Musselwhite ha vissuto in pieno l’eta dell’oro del Chicago Blues, dapprima come comprimario e progressivamente, da protagonista. La lunga gavetta avuta tra North e South Side, esce in pieno in Blues up the River, brano in cui le riflessioni sul fiume Mississippi la fanno da padrone, mentre il groove è totalmente dentro la Chicago degli anni Sessanta. Stessa cosa dicasi per When the Frisco Left the Shed e Blues Gave Me a Ride. Proprio in quest’ultima, i toni sembrano farsi autobiografici, quando Musselwhite canta «Ora se il blues parte per te/Non salteresti a bordo?Puoi dimenticare tutti i tuoi problemi/e rotolare giù per la strada». È in effetti quello che è accaduto al bluesman che a Maxwell Street, l’epicentro african american della città, ha appreso i segreti del mestiere buoni per il palco, ma sopratutto fuori da quest’ultimo: «Maxwell Street per me è stata una scuola. Era selvaggia, cruda e sincera. E la domenica mattina eravamo tutti lì. Verso le nove uscivamo in strada per suonare fino alle due del pomeriggio. Solitamente, eravamo due armonicisti, io e John Wrencher: uno di noi allo strumento e l’altro, mentre camminavamo tra la folla, raccoglieva le offerte. Ho suonato con gente come Johnny Young, John Lee Granderson e il mio amico Robert Nighthawk. Eravamo abituati a trovare soluzioni per avere opportunità. Ad esempio, avevamo una prolunga che usciva dalla cucina dall’appartamento di una signora che ci prestava la corrente fino al suo cortile dove tenevamo il concerto. Dividevamo con lei le monete che la gente lasciava nelle offerte mentre ci esibivamo. E poi ancora, spostandoci, andavamo a suonare alla Maxwell Street Radio. E dalla strada, passavamo in posti che hanno fatto la storia, come il Pepper’s Lounge dove Muddy Waters e Little Walter erano di casa.

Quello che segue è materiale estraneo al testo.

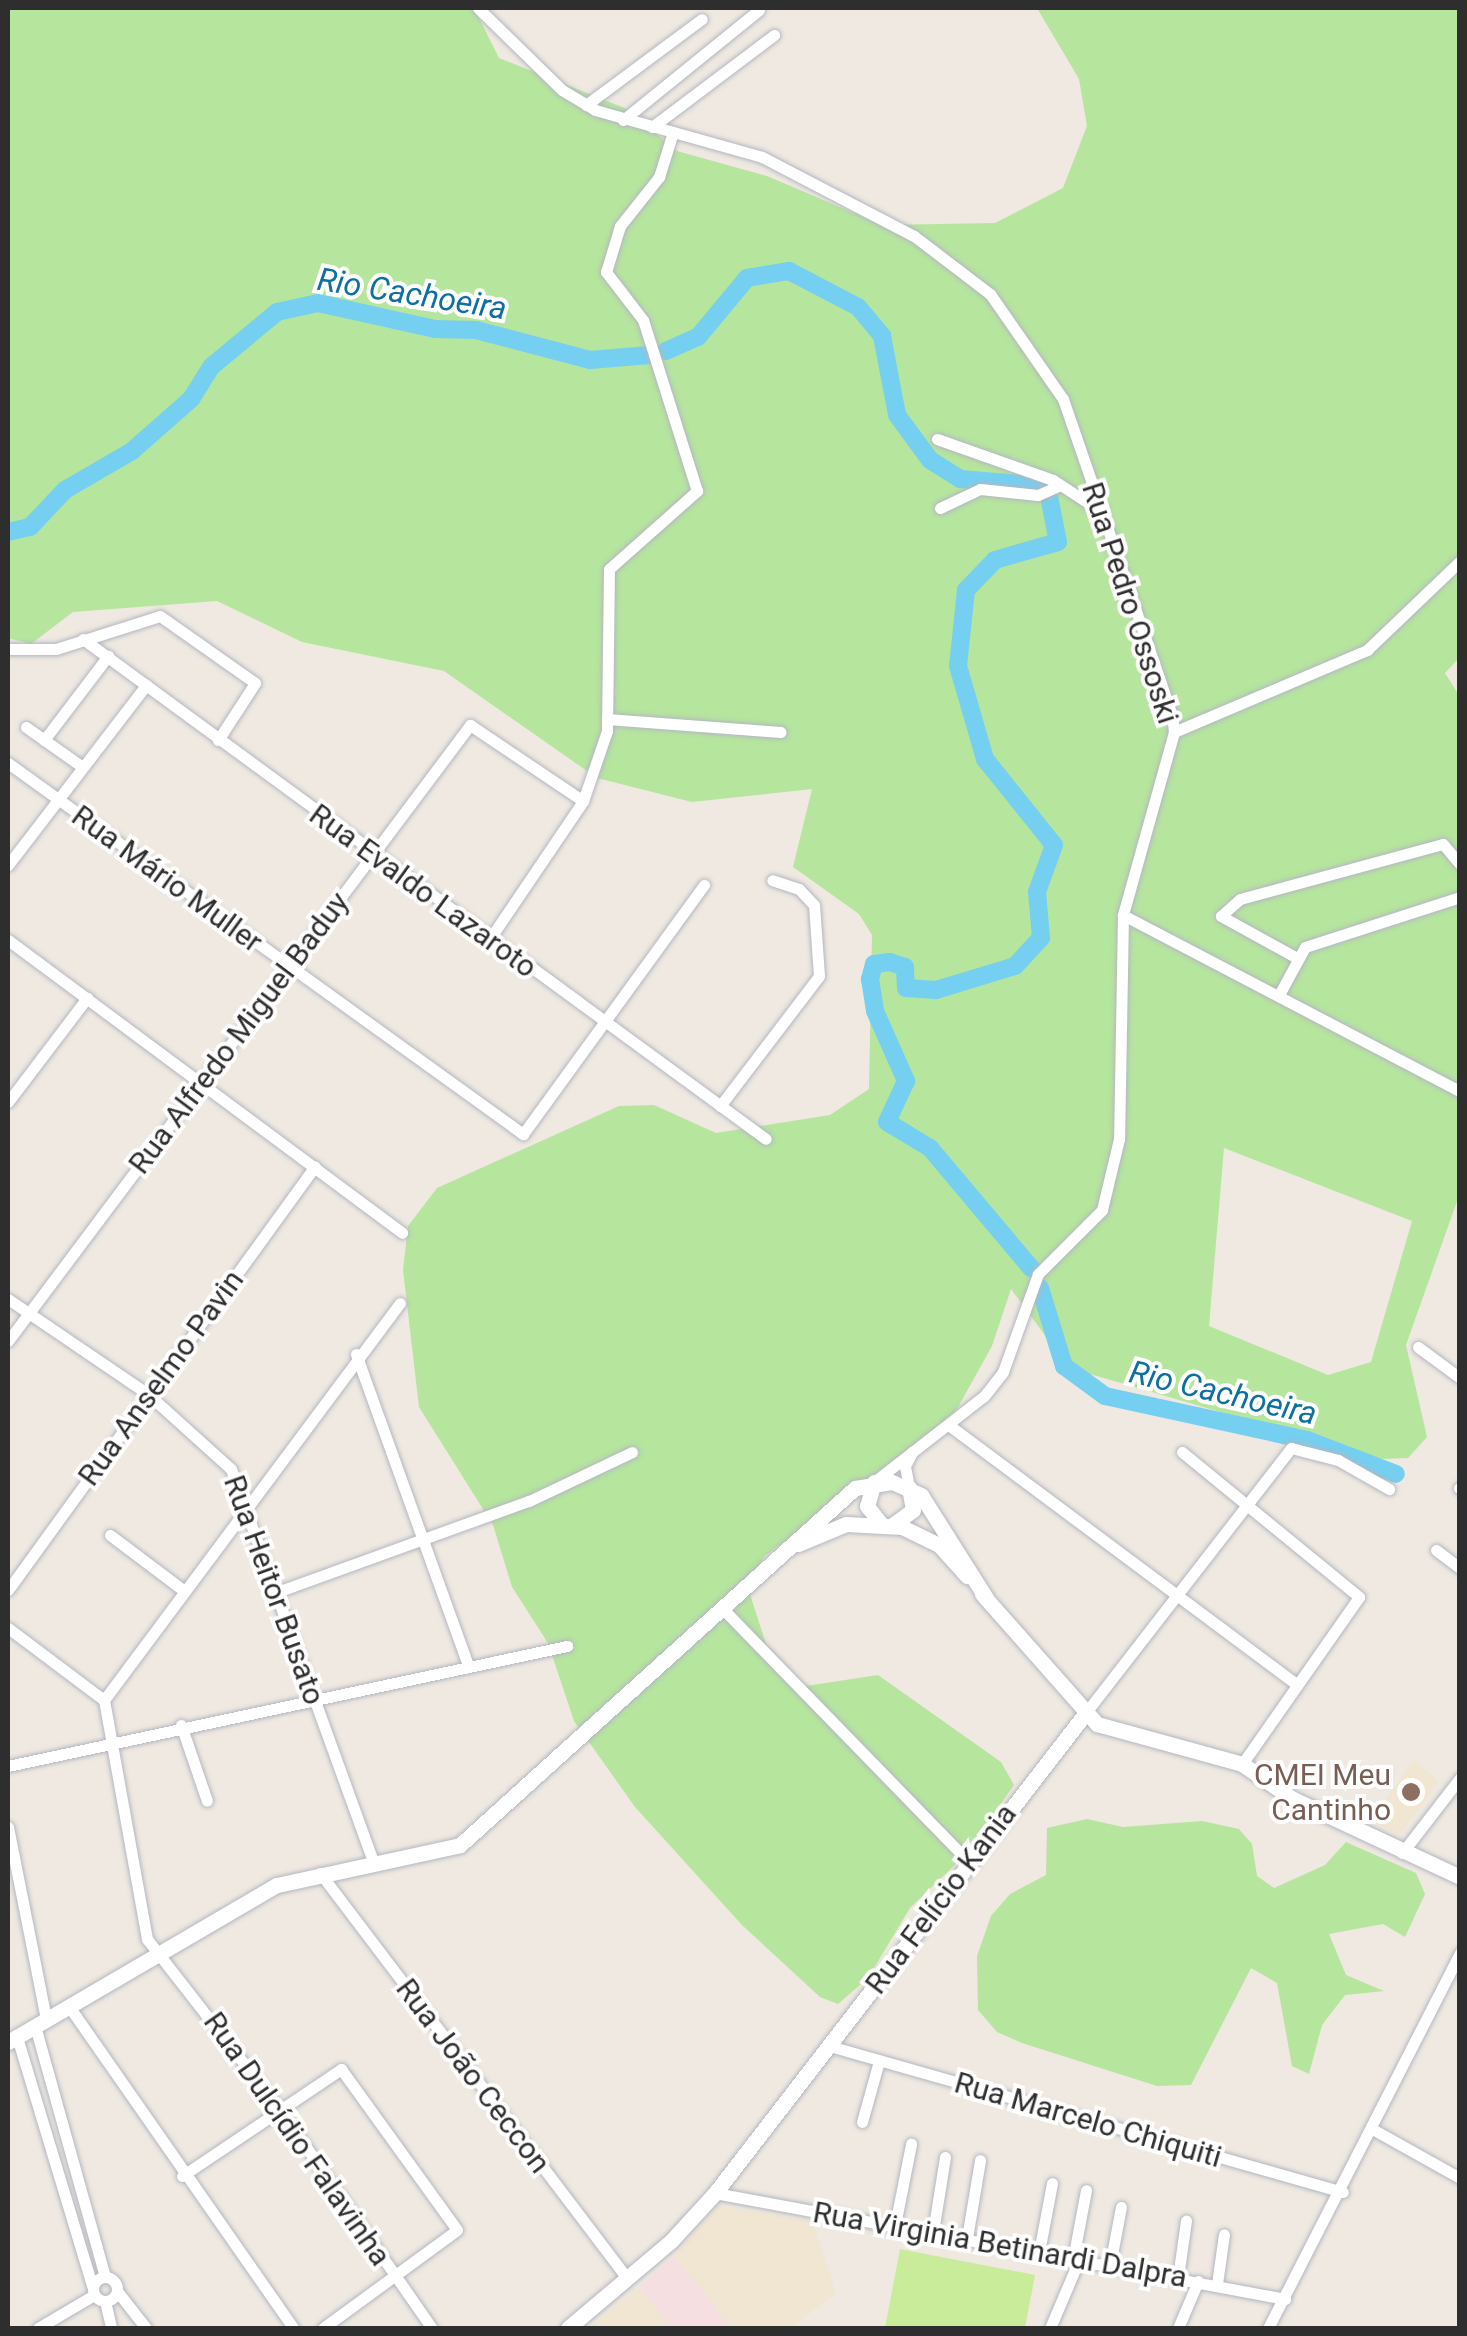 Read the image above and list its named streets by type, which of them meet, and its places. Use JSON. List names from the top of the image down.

Diventandone parte noi stessi».

 

LA BIOGRAFIA
Charlie Musselwhite, classe 1944, nasce a Kosciusko, nella contea di Attala, zona centrale dello stato del Mississippi. La sua discografia è sterminata, oltre trenta lavori a sua firma più una infinita serie di partecipazioni a vario titolo. Una selezione delle sue opere non può prescindere dal fulminante esordio Stand Back! Here Comes Charley Musselwhites’s South Side Band (1967). Prolifico il periodo degli anni Settanta con Louisiana Fog (1968), Memphis, Tennessee (1969), Goin’ Back Down South (1974), The Harmonica According to Charlie Musselwhite (1978). Notevole la ripresa nel 1999 con il riuscito esperimento cubano di Continental Drifter che diede il via alla seconda e luminescente parte della sua carriera, da cui segnaliamo Sanctuary (2004) e Delta Hardware (2006). Applausi anche per il sodalizio con Ben Harper in due pubblicazioni, in particolare Get Up! del 2012.